Let's calculate the total amount for Option 1 first. Since there is no installment or interest involved, the total amount paid will be $2399.99.
For Option 2, we have two parts to consider: the downpayment and the payment after one year.
The downpayment of $399.99 is paid immediately, so we don't need to consider any interest on this amount.
For the payment after one year, we need to calculate the compounded interest.
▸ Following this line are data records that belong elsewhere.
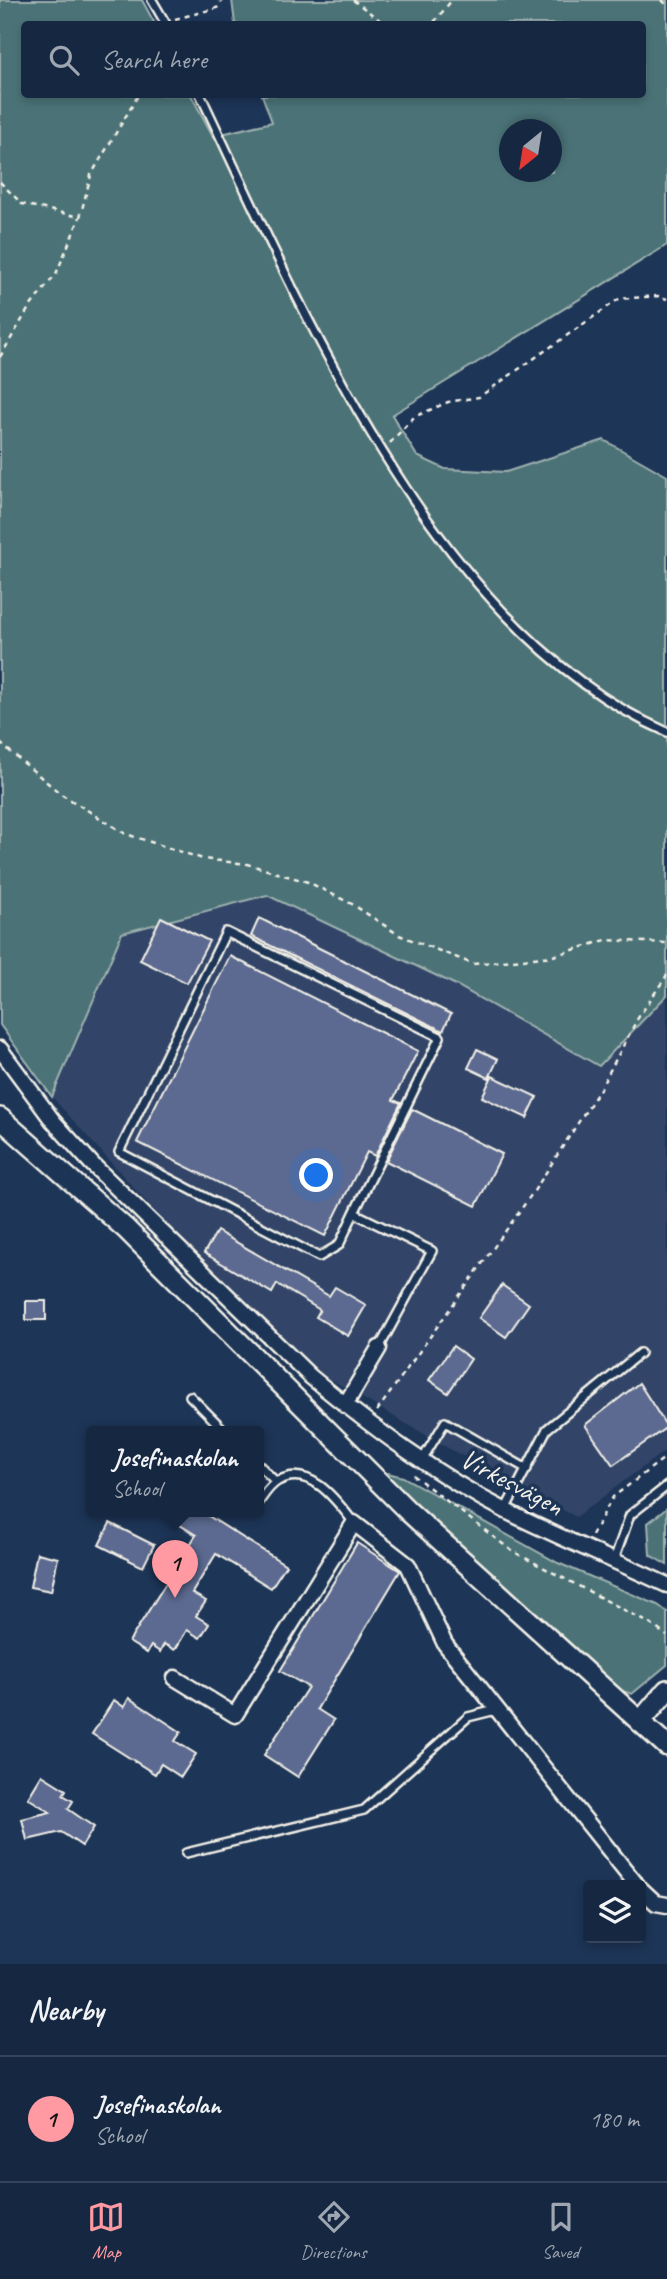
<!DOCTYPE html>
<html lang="en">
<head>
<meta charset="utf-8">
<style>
	body { margin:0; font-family:Caveat,sans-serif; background:#1f3048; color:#f1f3f6 }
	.controls { position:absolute; right:21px; bottom:21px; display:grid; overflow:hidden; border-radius:7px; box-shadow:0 4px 10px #0003 }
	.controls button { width:63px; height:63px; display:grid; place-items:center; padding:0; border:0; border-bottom:2px solid #35445a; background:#162841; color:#f1f3f6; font:35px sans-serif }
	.compass { position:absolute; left:499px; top:119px; width:63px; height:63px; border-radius:50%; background:#162841; box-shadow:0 4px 10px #0003; rotate:210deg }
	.you { position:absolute; left:317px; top:1176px; width:24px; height:24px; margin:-18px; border:5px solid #fff; border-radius:50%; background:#1a73e8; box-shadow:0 0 0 10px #1a73e833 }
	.badge { display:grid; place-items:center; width:46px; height:46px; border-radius:50%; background:#ff9aa2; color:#111; font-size:23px; font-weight:700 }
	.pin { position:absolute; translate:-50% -58px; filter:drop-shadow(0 2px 4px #0008) }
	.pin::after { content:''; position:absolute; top:37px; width:24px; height:21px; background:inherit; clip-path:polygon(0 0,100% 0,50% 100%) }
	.popup { position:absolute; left:86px; top:1426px; width:178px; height:91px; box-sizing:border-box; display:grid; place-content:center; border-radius:7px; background:#162841; filter:drop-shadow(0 2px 5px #0005); font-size:23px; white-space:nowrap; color:#9ea6b1 }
	.popup b { font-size:26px; color:#f1f3f6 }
	.popup::after { content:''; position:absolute; left:50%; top:100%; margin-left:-14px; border:14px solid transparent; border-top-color:#162841 }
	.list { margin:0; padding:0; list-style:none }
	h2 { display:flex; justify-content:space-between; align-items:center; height:91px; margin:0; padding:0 28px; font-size:30px }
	h2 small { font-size:23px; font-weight:400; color:#9ea6b1 }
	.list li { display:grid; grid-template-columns:46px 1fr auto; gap:21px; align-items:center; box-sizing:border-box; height:126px; padding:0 28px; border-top:2px solid #35445a }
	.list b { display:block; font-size:26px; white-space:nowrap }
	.list p { margin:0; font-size:23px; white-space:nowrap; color:#9ea6b1 }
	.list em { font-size:23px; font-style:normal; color:#9ea6b1 }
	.icon { flex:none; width:38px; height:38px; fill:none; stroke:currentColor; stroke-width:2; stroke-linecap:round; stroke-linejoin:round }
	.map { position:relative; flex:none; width:667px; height:1964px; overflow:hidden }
	.search { position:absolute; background:#162841; box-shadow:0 4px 10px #0003; left:21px; right:21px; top:21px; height:77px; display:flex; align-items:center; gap:18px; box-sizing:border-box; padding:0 24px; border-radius:7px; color:#9ea6b1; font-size:26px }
	.sheet { height:217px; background:#162841 }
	nav { display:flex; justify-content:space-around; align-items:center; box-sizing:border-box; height:98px; border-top:2px solid #35445a; background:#162841; font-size:19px; color:#9ea6b1 }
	nav a { display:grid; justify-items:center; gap:4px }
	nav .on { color:#ff9aa2 }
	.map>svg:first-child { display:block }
	.built { fill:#304568 }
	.green { fill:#4c7377; stroke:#a0b2b0; stroke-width:2; fill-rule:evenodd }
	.building { fill:#5c6a91; stroke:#f4f1e8; stroke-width:2 }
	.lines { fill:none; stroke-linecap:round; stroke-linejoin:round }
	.lane-casing { stroke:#f4f1e8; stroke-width:12 }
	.street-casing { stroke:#f4f1e8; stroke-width:19 }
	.secondary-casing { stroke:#f4f1e8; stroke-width:24 }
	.path { stroke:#f4f1e8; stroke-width:2.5; stroke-dasharray:5 5; stroke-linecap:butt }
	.lane { stroke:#1d3557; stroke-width:7 }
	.street { stroke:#1d3557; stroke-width:14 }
	.secondary { stroke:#1d3557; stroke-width:19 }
	.labels { text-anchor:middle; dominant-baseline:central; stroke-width:7; stroke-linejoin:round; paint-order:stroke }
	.street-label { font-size:28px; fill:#f4f1e8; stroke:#1d3557 }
</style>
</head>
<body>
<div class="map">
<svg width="667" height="1964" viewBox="0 0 667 1964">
	<rect width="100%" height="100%" fill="#1d3557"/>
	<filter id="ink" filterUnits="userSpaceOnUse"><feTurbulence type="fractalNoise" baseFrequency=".0143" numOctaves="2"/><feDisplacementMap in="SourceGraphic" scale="14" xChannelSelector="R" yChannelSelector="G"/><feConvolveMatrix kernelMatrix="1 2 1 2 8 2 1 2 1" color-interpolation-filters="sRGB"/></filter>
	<g filter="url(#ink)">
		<path class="built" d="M267,895L456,985L598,1066L667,995V1449L576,1517L448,1448L321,1374L197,1258L52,1097L122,933Z"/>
		<path class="green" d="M0,0H142L155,24H24V94L191,95L213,136L272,122L262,95L642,94V24H235L232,0H667V245L392,415L417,456L445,469L506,472L604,440L667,476V995L599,1066L456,985L267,895L122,933L52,1097L0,1025ZM510,130H552V172H510Z
			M376,1470L403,1477L558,1563L658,1605L667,1612V1665L632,1694L619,1690Z
			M667,1508V1565L650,1555L648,1523Z"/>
		<path class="building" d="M161,917L209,941L187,983L140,960Z
			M259,918L451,1014L443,1031L251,936Z
			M230,956L418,1051L393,1100L401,1103L375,1156L367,1152L325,1236L137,1142Z
			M477,1049L498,1059L489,1078L468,1068Z
			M492,1076L537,1097L527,1118L482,1097Z
			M412,1109L502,1154L476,1206L386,1161Z
			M217,1231L329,1296L335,1287L366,1305L348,1336L316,1317L320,1310L277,1284L272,1293L204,1253Z
			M502,1285L529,1304L506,1337L479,1318Z
			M26,1301H46V1320H26Z
			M453,1346L471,1359L448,1393L429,1380Z
			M639,1383L667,1427L613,1465L585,1425Z
			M159,1512H202L286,1565L271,1588L216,1554L192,1593L206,1601L196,1616L209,1624L200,1638L187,1630L175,1650L164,1644L160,1652L151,1646L147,1653L129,1642L196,1535Z
			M110,1523L154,1545L143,1567L99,1545Z
			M357,1543L400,1571L317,1709L334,1720L298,1777L264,1755L308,1687L280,1671Z
			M37,1553L58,1558L51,1591L30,1587Z
			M129,1698L181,1732L175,1741L196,1754L181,1777L161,1764L155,1774L92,1734L114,1700L124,1707Z
			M42,1775L66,1790L63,1795L73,1801L68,1809L94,1827L82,1846L61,1832L27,1840L22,1819L50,1812L28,1798Z"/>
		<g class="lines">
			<defs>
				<path id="lane" d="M152,0L166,24
					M200,94C303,310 435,631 667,732
					M354,1213L339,1245L319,1257L119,1152L226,932L440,1037L354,1213L432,1251L379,1348
					M190,1396L226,1432
					M422,1460L445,1422L527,1469
					M259,1465L276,1482
					M259,1502C264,1495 270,1485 278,1481C310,1463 337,1501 354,1523
					M505,1510L547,1429L640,1353
					M614,1560L630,1515L667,1486
					M186,1853L364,1810L468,1717L496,1710"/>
				<path id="street" d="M0,1049L53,1121L92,1164L311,1377C372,1427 436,1475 506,1511C558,1537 614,1560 667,1585
					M345,1405L379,1348
					M175,1678L235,1715L354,1523L408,1565L445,1644L637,1885
					M641,1889L656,1903L667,1905"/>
				<path id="secondary" d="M0,1118L126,1229L408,1511L667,1746
					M640,1722L667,1690"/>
			</defs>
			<use href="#lane" class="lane-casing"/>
			<use href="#street" class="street-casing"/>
			<use href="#secondary" class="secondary-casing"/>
			<path class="path" d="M353,0L385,24
				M662,0L667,5
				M175,19L217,8L222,0
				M424,24L435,21L452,0
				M0,182L22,204L80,217L91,175L139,94
				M0,357L29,308L56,274L80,217
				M390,443L414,417L448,402L479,397L619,299L658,296L667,299
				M0,743L61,794L126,834L203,859L247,864L308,882L352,904L399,935L473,964L553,956L606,940L667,943
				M377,1411L534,1191L600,1089L638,1018L667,975
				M413,1475L512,1551L649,1623L667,1636
				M592,1535L613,1497L667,1456"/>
			<use href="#lane" class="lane"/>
			<use href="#street" class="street"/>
			<use href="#secondary" class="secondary"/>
		</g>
	</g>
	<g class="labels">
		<g class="street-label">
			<text transform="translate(512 1482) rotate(28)">Virkesvägen</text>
		</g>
	</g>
</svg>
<div class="controls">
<button><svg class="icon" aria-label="layers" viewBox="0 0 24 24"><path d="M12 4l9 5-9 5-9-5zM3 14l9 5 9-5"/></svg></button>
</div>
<svg class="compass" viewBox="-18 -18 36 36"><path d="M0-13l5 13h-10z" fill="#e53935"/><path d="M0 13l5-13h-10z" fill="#9ea6b1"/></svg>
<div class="you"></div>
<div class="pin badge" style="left:175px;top:1598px">1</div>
<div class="popup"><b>Josefinaskolan</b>School</div>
<div class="search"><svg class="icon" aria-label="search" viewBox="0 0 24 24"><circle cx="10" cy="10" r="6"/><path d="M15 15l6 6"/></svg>Search here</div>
</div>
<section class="sheet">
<h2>Nearby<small></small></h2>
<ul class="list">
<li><span class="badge">1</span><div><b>Josefinaskolan</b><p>School</p></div><em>180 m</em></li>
</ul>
</section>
<nav>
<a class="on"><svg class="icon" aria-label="map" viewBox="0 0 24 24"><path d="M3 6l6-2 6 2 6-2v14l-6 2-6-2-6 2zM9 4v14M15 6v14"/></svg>Map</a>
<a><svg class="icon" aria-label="directions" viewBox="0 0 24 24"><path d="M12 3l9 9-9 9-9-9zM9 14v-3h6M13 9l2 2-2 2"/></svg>Directions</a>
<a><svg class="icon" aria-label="saved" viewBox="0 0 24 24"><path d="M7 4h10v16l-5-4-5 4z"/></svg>Saved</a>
</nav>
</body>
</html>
The formula to calculate compound interest is:
A = P(1 + r/n)^(nt)
Where:
A = the future value of the investment/loan, including interest
P = the principal investment/loan amount
r = annual interest rate (as a decimal)
n = number of times that interest is compounded per year
t = number of years
In this case, the principal (P) is $2200.00, the annual interest rate (r) is 4.2% (0.042 as a decimal), compounded quarterly (n = 4), and the time (t) is 1 year.
Using the formula, we can calculate the future value of the $2200.00 after one year:
A = 2200(1 + 0.042/4)^(4*1)
A ≈ 2200(1.0105)^4
A ≈ 2345.85
So, after one year, the payment of $2200.00 will grow to approximately $2345.85.
Now, let's calculate the total payment for Option 2:
Total payment = Downpayment + Payment after one year
Total payment = $399.99 + $2345.85
Total payment ≈ $2745.84
Therefore, the total amount paid for Option 2 is approximately $2745.84.
Comparing the total payments for both options:
Option 1: $2399.99
Option 2: $2745.84
Considering the better deal is the one with the lower total amount paid, Option 1 is a better deal in this case.